::: Entries supplied :::
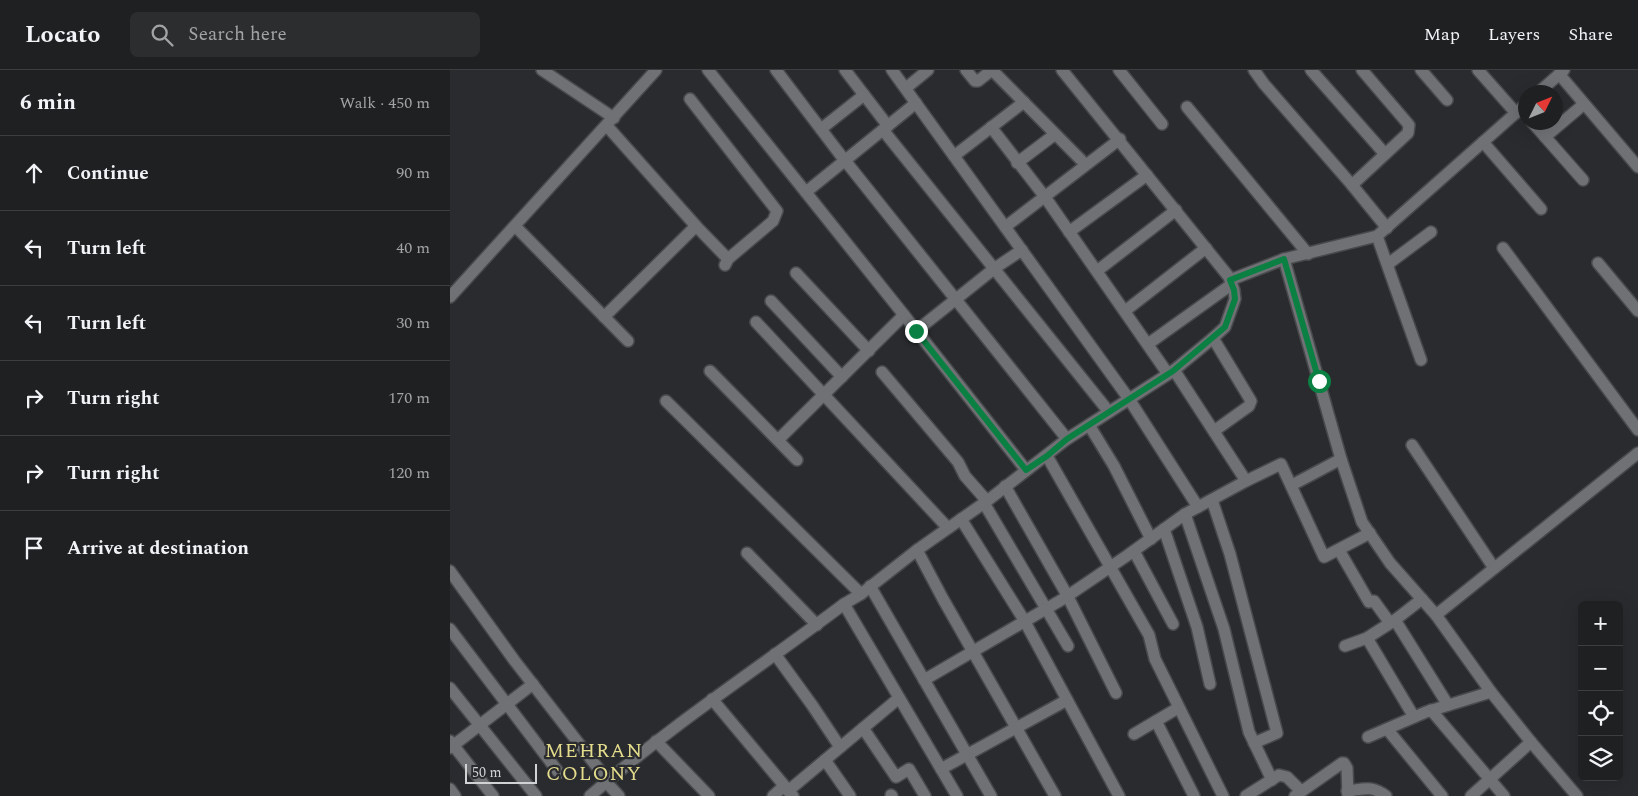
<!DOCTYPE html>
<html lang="en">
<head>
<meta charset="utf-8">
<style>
	:root { --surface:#1f2022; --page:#2c2d2f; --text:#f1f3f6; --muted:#a1a3a5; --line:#3c3e40 }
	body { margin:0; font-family:Spectral,serif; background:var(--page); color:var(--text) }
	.controls { position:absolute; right:15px; bottom:15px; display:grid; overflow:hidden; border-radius:8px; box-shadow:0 5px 20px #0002 }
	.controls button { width:45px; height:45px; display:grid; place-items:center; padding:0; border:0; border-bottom:1px solid var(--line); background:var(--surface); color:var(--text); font:25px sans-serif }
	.compass { position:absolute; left:1068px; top:15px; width:45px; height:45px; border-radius:50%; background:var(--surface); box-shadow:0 5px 20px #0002; rotate:47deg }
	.scale { position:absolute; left:15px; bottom:12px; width:72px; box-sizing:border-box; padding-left:5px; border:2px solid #d1d2d4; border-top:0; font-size:14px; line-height:18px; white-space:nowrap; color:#d1d2d4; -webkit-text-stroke:4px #292b2e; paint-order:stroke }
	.stop { position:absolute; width:15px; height:15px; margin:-11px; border:4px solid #0b8043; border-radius:50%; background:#fff }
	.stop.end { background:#0b8043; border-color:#fff; box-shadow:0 1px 5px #0008 }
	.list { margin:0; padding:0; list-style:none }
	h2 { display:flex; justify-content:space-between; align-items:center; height:65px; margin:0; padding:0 20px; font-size:21px }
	h2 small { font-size:16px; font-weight:400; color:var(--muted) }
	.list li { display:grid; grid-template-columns:32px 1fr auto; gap:15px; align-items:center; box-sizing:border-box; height:75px; padding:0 20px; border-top:1px solid var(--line) }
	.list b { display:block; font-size:19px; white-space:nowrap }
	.list em { font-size:16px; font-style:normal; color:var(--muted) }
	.icon { flex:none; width:28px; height:28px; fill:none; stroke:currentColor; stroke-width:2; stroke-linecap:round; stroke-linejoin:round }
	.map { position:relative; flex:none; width:1188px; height:726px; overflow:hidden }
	header { display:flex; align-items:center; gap:30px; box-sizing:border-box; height:70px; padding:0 25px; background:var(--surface); border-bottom:1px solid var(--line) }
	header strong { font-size:24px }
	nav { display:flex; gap:28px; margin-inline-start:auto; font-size:18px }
	.search { width:350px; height:45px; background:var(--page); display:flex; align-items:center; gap:12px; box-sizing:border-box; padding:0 18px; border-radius:8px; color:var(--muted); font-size:19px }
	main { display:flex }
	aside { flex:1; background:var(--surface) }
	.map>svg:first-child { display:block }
</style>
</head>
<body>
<header>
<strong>Locato</strong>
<div class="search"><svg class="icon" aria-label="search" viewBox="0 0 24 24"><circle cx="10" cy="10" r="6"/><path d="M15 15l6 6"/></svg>Search here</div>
<nav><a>Map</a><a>Layers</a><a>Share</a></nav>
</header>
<main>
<aside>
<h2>6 min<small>Walk · 450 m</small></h2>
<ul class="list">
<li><svg class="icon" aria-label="ahead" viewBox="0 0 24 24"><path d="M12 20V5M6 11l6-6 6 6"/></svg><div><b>Continue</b></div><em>90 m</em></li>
<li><svg class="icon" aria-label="left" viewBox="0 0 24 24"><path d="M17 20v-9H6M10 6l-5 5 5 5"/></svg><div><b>Turn left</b></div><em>40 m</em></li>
<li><svg class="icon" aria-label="left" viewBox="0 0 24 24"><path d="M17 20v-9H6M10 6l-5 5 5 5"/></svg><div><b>Turn left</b></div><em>30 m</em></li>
<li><svg class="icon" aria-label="right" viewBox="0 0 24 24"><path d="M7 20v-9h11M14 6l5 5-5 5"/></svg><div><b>Turn right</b></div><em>170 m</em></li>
<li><svg class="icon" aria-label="right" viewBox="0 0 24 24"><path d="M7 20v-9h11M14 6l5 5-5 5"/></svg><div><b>Turn right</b></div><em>120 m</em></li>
<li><svg class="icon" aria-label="arrive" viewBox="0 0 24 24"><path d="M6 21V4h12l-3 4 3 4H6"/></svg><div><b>Arrive at destination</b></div></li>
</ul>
</aside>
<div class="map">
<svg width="1188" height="726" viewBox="0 0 1188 726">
	<rect width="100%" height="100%" fill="#292b2e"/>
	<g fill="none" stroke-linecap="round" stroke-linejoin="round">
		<defs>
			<g id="minor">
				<polyline points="92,0 164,48"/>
				<polyline points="258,0 454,245 576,400"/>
				<polyline points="326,0 389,83 617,369"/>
				<polyline points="395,0 438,56"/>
				<polyline points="442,0 679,329 748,437"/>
				<polyline points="516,0 525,11 528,11 542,0"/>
				<polyline points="542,0 635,94"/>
				<polyline points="669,0 712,54"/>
				<polyline points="804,0 814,14 902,115 937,158"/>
				<polyline points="861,0 935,84"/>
				<polyline points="971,0 997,30"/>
				<polyline points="1028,0 1066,43"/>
				<polyline points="1109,4 1188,97"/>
				<polyline points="456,18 478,0"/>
				<polyline points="1089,22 1114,0"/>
				<polyline points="240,29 327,141 323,151 278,189 275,195"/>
				<polyline points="737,37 858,184"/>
				<polyline points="1082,52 1133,110"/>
				<polyline points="157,56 246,156 278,189"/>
				<polyline points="541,57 595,127 718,304"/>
				<polyline points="371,59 414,25"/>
				<polyline points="433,60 659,342"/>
				<polyline points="1095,67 1134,34"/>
				<polyline points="1033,72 1091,139"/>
				<polyline points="504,86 574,32"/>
				<polyline points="567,93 604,65"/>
				<polyline points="902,115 958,63 959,55 912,0"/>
				<polyline points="356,122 466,33"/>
				<polyline points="65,156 178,271"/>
				<polyline points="555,157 670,69"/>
				<polyline points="619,162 697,105"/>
				<polyline points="927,166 971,290"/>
				<polyline points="1053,178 1188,360"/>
				<polyline points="834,189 891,389 912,452 940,493 986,545 1041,622 1081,672 1127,726"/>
				<polyline points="1148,193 1188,241"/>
				<polyline points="938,194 981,162"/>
				<polyline points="647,201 726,140"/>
				<polyline points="346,203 419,281"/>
				<polyline points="780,210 834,189 927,166 1076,34"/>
				<polyline points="0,227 206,0"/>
				<polyline points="321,231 392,307"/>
				<polyline points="675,241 756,178"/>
				<polyline points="154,247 246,156"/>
				<polyline points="306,252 498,458"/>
				<polyline points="466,261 545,198 572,180"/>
				<polyline points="763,268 801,331 799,336 764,361"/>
				<polyline points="698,274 782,214"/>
				<polyline points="724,300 796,411"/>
				<polyline points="260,301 347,390"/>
				<polyline points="432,302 508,392 515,406 537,431"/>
				<polyline points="216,331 411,524"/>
				<polyline points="639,355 664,396 701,469"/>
				<polyline points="328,370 454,245"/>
				<polyline points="962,375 1044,498"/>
				<polyline points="597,386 699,565 705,589 773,726"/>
				<polyline points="842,415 891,389"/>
				<polyline points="555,416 617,525 666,623"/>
				<polyline points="762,430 780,484 827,663 804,673"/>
				<polyline points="534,433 618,576"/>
				<polyline points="735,444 774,559 799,662 822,710"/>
				<polyline points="511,449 574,550 669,726"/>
				<polyline points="714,459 747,557 760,614"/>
				<polyline points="467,480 493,529 605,726"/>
				<polyline points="889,480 919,532 924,531 940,553"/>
				<polyline points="684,481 723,554"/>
				<polyline points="297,483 367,555"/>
				<polyline points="0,501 64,590 158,711"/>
				<polyline points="420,516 541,726"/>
				<polyline points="394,534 507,726"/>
				<polyline points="986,545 1188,383"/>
				<polyline points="945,550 998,635"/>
				<polyline points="0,559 109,703"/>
				<polyline points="917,568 964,647"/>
				<polyline points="895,576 917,568 945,550 972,529"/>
				<polyline points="325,584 362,635 390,677"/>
				<polyline points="474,610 613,529 678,485 735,444 796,411 831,394 874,487 920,463"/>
				<polyline points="0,618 86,726"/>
				<polyline points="262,629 343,726"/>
				<polyline points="981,640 1054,726"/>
				<polyline points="706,651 744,726"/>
				<polyline points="413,658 446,707 459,699 475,726"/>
				<polyline points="937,659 992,726"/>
				<polyline points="684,664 728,638"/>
				<polyline points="918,667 976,642 1041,622"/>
				<polyline points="0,671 43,726"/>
				<polyline points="206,671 259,726"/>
				<polyline points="0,678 83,614"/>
				<polyline points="375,690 400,726"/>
				<polyline points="491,699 617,630"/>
				<polyline points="156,712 169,726"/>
				<polyline points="0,719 5,726"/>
				<polyline points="338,721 449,628"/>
				<path d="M897 721C914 719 922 715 936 726"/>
				<polyline points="441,725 442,726"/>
				<path d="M140 726C220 656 309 598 394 534L411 524 467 480 537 431 617 369 723 301 763 268 775 257 785 229 784 220 779 207 612 0"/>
				<polyline points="323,726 334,716"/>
				<polyline points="796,726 829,705 837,707 851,721"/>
				<polyline points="845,726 892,693 894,693 897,698 898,726"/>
				<polyline points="1021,726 1081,672"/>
			</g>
		</defs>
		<use href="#minor" stroke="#47494b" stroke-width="14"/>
		<use href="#minor" stroke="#6f7175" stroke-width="11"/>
	</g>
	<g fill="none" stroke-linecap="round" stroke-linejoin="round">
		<polyline stroke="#0b8043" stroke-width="6" points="466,261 576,400 597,386 617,369 723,301 775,257 785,229 784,220 780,210 834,189 869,311"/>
	</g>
	<g text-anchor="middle" stroke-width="4.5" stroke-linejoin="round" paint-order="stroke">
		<g font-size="20" letter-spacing="1" fill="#e4dc8d" stroke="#292b2e">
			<text x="144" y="687">MEHRAN<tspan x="144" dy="23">COLONY</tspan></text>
		</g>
	</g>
</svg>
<div class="controls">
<button>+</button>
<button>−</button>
<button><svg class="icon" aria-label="locate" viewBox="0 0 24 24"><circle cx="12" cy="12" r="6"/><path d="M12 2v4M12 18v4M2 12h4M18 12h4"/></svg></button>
<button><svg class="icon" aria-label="layers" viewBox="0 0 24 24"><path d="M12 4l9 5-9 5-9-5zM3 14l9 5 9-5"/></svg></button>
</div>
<svg class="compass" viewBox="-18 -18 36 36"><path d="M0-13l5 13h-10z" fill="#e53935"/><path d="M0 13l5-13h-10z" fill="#a1a3a5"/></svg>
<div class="scale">50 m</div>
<div class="stop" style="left:869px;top:311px"></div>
<div class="stop end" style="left:466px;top:261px"></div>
</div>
</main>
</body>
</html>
:::
## What the task asks:
Go through the data above and copy each line in which "body" appears.

## Written response:
	body { margin:0; font-family:Spectral,serif; background:var(--page); color:var(--text) }
<body>
</body>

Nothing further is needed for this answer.